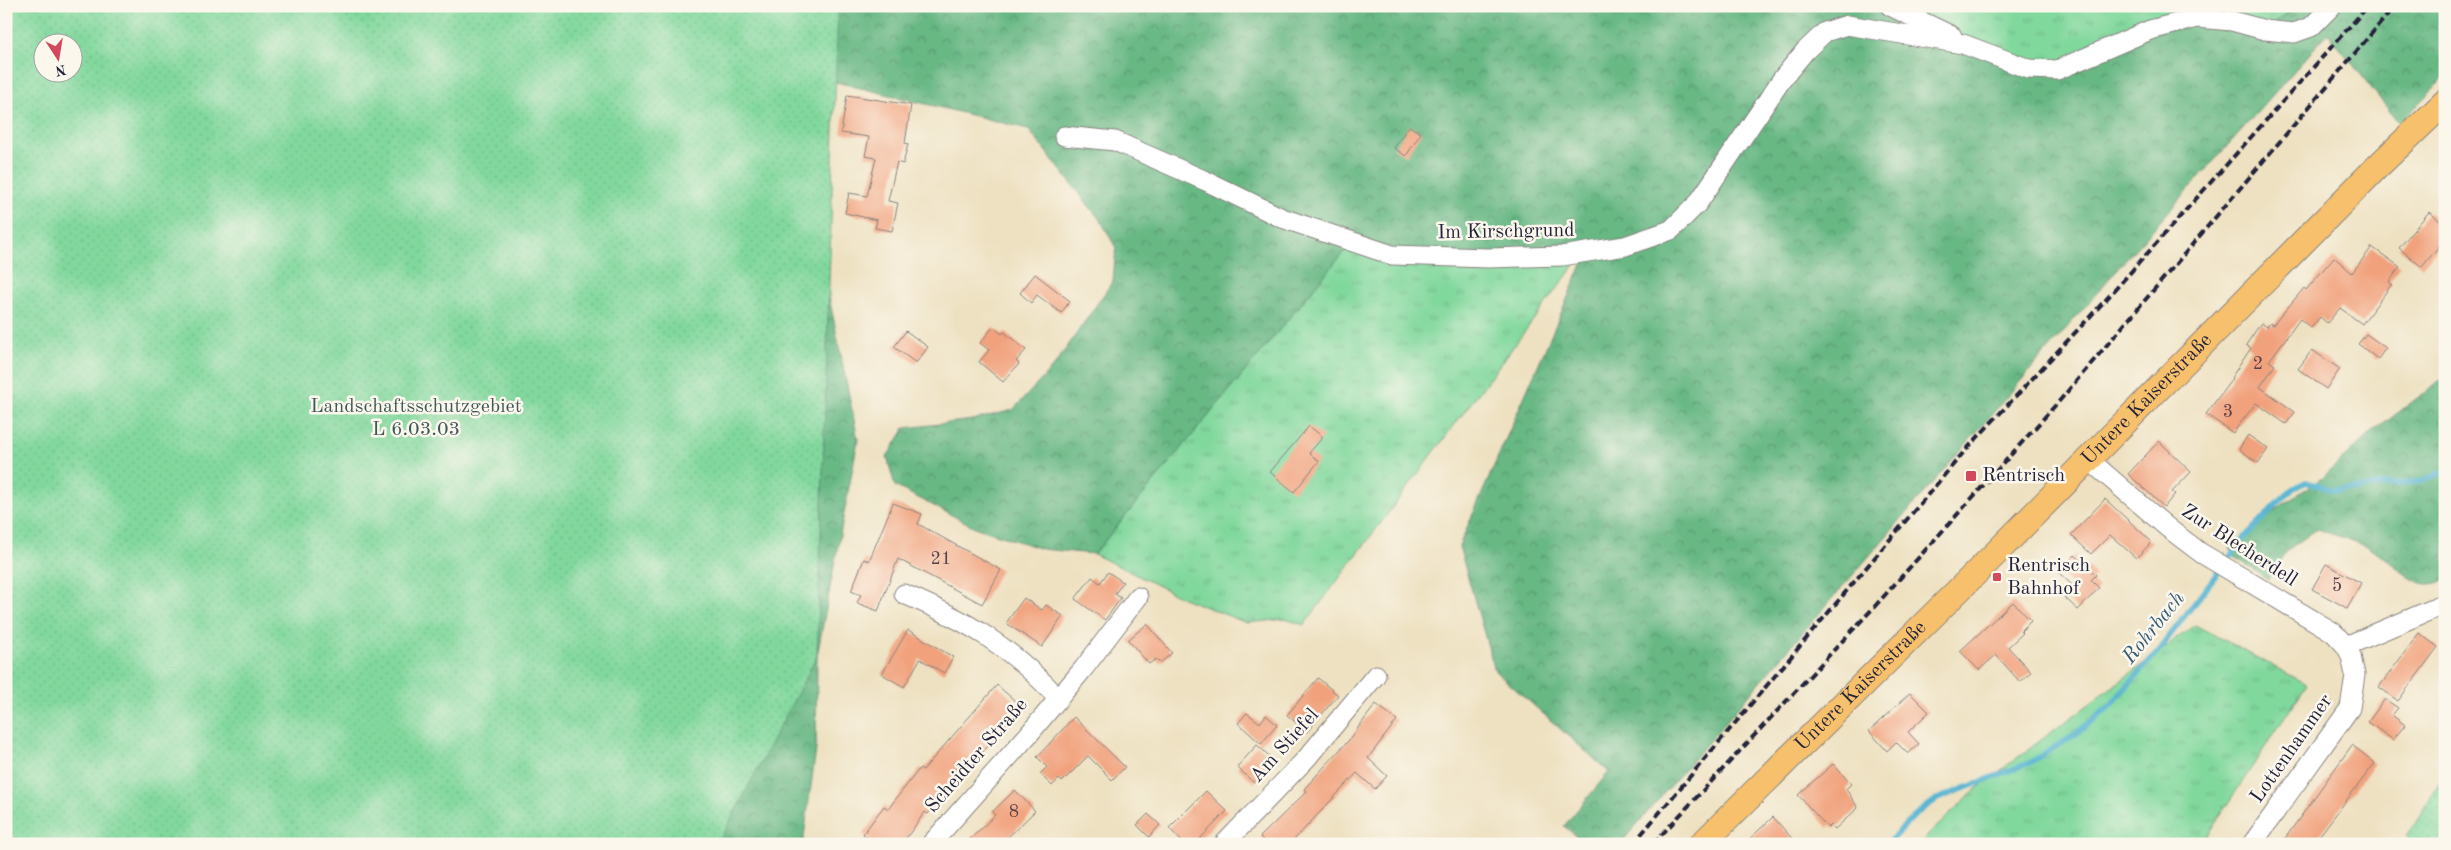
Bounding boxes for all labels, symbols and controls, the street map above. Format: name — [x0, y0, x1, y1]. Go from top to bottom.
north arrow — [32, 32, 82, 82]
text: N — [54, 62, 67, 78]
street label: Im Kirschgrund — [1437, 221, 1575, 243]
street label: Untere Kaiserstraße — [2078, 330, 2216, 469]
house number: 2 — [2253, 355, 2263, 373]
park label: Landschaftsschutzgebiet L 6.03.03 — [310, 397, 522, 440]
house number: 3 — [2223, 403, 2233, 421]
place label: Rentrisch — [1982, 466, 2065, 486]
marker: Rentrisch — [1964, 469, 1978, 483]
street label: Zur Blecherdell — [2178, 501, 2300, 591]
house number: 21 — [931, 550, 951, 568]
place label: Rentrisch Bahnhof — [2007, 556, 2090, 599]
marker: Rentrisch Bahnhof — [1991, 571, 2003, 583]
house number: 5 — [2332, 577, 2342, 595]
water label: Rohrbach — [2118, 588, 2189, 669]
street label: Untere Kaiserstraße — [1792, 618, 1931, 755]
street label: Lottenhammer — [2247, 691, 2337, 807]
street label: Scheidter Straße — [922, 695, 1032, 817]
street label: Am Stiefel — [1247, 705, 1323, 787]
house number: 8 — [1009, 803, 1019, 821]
++++
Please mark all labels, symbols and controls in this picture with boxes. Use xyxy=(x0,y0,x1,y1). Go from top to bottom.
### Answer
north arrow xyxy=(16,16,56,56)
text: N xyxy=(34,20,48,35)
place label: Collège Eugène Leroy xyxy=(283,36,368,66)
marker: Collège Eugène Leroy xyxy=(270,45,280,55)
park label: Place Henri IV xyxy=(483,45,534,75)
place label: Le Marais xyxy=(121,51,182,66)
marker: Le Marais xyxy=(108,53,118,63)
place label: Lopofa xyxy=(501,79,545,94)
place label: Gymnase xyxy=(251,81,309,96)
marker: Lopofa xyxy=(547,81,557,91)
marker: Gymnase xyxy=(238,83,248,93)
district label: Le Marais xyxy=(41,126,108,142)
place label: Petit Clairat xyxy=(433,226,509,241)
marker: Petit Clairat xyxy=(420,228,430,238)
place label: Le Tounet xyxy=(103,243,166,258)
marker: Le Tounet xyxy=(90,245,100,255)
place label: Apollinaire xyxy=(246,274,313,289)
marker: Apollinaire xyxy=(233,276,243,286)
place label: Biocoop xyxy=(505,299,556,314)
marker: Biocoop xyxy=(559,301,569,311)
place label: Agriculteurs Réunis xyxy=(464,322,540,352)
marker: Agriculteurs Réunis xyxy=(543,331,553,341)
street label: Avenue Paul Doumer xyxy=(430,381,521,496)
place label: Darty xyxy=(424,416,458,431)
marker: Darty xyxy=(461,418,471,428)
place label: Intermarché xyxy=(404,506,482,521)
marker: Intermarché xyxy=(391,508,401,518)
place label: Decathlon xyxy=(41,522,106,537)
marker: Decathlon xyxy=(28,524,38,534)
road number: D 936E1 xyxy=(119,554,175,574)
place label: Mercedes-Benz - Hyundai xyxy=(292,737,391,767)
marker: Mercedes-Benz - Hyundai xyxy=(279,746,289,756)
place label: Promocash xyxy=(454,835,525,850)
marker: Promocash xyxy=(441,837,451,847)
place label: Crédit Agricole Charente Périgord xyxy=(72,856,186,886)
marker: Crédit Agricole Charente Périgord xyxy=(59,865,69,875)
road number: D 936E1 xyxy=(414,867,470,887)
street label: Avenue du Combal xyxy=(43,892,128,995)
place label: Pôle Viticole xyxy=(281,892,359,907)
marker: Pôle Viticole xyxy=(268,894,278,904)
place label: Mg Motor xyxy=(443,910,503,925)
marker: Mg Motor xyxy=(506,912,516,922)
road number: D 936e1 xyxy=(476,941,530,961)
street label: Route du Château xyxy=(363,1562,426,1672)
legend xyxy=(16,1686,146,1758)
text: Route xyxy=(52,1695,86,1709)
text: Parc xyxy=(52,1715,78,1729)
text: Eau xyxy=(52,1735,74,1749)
++++
• _WHAT IS EXPECTED_
Find and copy each line of the material that holds the word "road".

• _ANSWER BOX_
road number: D 936E1 xyxy=(119,554,175,574)
road number: D 936E1 xyxy=(414,867,470,887)
road number: D 936e1 xyxy=(476,941,530,961)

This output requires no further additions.